Please do! That's some great looking work!


----------



## skoronesa (Oct 27, 2015)

We have one customer that had an american standard one piece in gray. For DECADES steve had to deal with this pos. Guess who finally got to change it out last week  I thought that day would never come. I only had to work on it a couple times luckily. 

They're all crocks of metaphorical shizz now because they are low flush. I always rebuild old ones when I can.

For my money if I had to buy a new one I would get a mansfield.



.


----------



## The Dane (Feb 19, 2015)

skoronesa said:


> We have one customer that had an american standard one piece in gray. For DECADES steve had to deal with this pos. Guess who finally got to change it out last week  I thought that day would never come. I only had to work on it a couple times luckily.
> 
> They're all crocks of metaphorical shizz now because they are low flush. I always rebuild old ones when I can.
> 
> ...


I don't know if Mansfield has some better toilets but around here the Mansfield ones are cheap crappy ones

Sent from my BLN-L24 using Tapatalk


----------



## skoronesa (Oct 27, 2015)

The Dane said:


> I don't know if Mansfield has some better toilets but around here the Mansfield ones are cheap crappy ones
> 
> Sent from my BLN-L24 using Tapatalk


Well, I never get calls to unclog them. And we have one here at the shop that gets used by ~30 plumbers, heating guys, and apprentices. That one aint never clogged either.


.


----------



## PLUMB TIME (Feb 2, 2009)

The Mansfield with the 3" flush valve is a pretty good toilet and reasonably priced.


Decent toilet when they dont want to spring for the pricier ones.


----------



## Alan (Jun 18, 2008)

Tango said:


> It's real solid as I tug in the shower towel daily.

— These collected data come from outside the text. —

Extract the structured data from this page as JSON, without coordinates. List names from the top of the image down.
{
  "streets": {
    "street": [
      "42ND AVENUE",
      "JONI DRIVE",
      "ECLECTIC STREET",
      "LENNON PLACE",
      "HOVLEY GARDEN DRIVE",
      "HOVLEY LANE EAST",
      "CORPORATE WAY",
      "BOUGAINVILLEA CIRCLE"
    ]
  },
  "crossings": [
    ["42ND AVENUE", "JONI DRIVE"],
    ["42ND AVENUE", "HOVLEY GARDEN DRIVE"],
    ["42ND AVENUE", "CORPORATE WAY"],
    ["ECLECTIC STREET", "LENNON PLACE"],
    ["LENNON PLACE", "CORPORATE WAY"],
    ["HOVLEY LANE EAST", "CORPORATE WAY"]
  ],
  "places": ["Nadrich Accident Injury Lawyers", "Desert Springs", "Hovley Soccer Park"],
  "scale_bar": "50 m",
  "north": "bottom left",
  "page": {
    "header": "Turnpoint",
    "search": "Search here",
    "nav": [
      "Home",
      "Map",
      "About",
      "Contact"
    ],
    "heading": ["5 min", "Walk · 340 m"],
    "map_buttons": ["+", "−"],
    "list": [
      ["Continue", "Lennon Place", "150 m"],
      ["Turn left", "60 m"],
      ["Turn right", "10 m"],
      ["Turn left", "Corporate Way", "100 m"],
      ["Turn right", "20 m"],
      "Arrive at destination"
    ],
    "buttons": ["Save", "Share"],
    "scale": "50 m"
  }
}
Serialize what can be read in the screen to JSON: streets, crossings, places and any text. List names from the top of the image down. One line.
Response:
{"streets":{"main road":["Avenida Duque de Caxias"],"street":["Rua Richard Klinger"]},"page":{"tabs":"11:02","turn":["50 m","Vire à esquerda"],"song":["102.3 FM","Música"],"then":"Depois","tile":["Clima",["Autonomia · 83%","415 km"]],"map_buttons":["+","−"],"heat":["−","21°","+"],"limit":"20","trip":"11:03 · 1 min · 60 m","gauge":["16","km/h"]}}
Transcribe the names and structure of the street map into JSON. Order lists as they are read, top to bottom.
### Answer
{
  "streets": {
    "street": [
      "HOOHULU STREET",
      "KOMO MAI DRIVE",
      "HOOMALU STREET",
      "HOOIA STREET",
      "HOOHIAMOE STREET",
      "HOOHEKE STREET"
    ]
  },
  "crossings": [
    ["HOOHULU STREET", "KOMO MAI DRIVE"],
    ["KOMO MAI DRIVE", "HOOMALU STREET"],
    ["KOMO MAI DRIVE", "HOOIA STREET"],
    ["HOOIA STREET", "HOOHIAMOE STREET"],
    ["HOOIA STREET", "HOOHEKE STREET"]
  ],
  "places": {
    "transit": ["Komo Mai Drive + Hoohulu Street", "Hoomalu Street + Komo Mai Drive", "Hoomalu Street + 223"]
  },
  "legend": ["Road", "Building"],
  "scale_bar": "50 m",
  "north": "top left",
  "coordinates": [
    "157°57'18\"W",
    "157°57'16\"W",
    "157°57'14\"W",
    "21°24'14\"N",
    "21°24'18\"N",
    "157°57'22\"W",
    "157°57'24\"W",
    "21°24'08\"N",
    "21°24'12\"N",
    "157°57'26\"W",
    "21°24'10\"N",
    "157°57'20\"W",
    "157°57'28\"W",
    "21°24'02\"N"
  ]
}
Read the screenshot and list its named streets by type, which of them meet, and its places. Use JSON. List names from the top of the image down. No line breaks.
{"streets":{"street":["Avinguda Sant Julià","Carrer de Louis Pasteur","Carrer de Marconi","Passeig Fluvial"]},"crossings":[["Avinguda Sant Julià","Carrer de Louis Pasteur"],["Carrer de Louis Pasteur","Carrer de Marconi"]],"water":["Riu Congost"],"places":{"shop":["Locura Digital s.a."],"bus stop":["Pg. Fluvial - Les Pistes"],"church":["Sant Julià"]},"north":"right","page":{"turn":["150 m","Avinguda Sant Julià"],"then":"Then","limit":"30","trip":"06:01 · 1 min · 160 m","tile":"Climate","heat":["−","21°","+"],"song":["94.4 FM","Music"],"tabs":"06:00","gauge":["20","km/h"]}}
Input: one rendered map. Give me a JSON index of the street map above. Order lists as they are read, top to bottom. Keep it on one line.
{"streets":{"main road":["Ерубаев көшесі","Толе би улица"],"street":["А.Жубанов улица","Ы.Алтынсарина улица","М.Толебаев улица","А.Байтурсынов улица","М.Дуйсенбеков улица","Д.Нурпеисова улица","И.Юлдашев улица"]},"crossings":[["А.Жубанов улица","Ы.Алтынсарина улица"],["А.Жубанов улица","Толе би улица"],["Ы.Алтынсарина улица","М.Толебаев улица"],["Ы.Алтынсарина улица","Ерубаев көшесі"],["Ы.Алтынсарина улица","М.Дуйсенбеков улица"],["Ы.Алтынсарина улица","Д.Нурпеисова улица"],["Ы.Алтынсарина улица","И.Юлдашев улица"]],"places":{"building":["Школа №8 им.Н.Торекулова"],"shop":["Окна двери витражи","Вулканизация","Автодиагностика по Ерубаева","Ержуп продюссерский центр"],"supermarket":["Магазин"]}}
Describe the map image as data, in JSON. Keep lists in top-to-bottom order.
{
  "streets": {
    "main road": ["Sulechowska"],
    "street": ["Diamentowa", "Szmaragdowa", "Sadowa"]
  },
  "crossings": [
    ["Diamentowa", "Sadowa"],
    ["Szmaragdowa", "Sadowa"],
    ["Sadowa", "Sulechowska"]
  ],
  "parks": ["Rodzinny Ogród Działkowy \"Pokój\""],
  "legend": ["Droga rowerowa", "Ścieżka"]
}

I thought you said you had a GF?


----------



## ShtRnsdownhill (Jan 13, 2016)

Originally Posted by *Tango*  
_It's real solid as I tug in the shower towel daily._
I thought you said you had a GF?
:vs_laugh::vs_laugh::vs_laugh::vs_laugh::vs_laugh::vs_laugh::vs_laugh::vs_laugh::vs_laugh::vs_laugh:


----------



## Tango (Jan 13, 2018)

Alan said:


> I thought you said you had a GF?


I don't get it but it's surely a "get you head of the gutter" joke!:vs_bulb:

I don't know but if you have fantasies with a towel well it's disturbing. :whistling2:


----------



## ShtRnsdownhill (Jan 13, 2016)

Tango said:


> I don't get it but it's surely a "get you head of the gutter" joke!:vs_bulb:
> 
> I don't know but if you have fantasies with a towel well it's disturbing. :whistling2:



geez I guess you lost your sense of humor in canada, or are you not aloud to have one there?:vs_laugh:


do you want it explained?


----------



## Alan (Jun 18, 2008)

ShtRnsdownhill said:


> do you want it explained?


I do. :yes:


----------



## ShtRnsdownhill (Jan 13, 2016)

Alan said:


> I do. :yes:



hey its your joke..you should be explaining it to him...:wink:


----------



## Alan (Jun 18, 2008)

ShtRnsdownhill said:


> hey its your joke..you should be explaining it to him...:wink:


He's just gonna have to think about it a little harder I guess. :smile:


----------



## Alan (Jun 18, 2008)

All kidding aside, that is some really nice work on those bath accessories, Tango.

Great job.


----------



## ShtRnsdownhill (Jan 13, 2016)

Alan said:


> He's just gonna have to think about it a little harder I guess. :smile:


well if he keeps tugging, it will be hard enough...maybe....


----------



## Tango (Jan 13, 2018)

ShtRnsdownhill said:


> geez I guess you lost your sense of humor in canada, or are you not aloud to have one there?:vs_laugh:
> 
> 
> do you want it explained?


I guess my counter joke wasn't funny. :crying:

I'm not really sure if I want details on the original joke. :wink:

Edit : too late!


----------



## Tango (Jan 13, 2018)

Alan said:


> All kidding aside, that is some really nice work on those bath accessories, Tango.
> 
> Great job.



Thank you!

I want to post the rest of the bathroom with explanations but I'm over my head with counting all my bills and receipts for income taxes and also business taxes. I've already spent 5 full days working just sorting out and calculations. 

Then I have send those numbers to the father in law so he can do my personal income tax report.


----------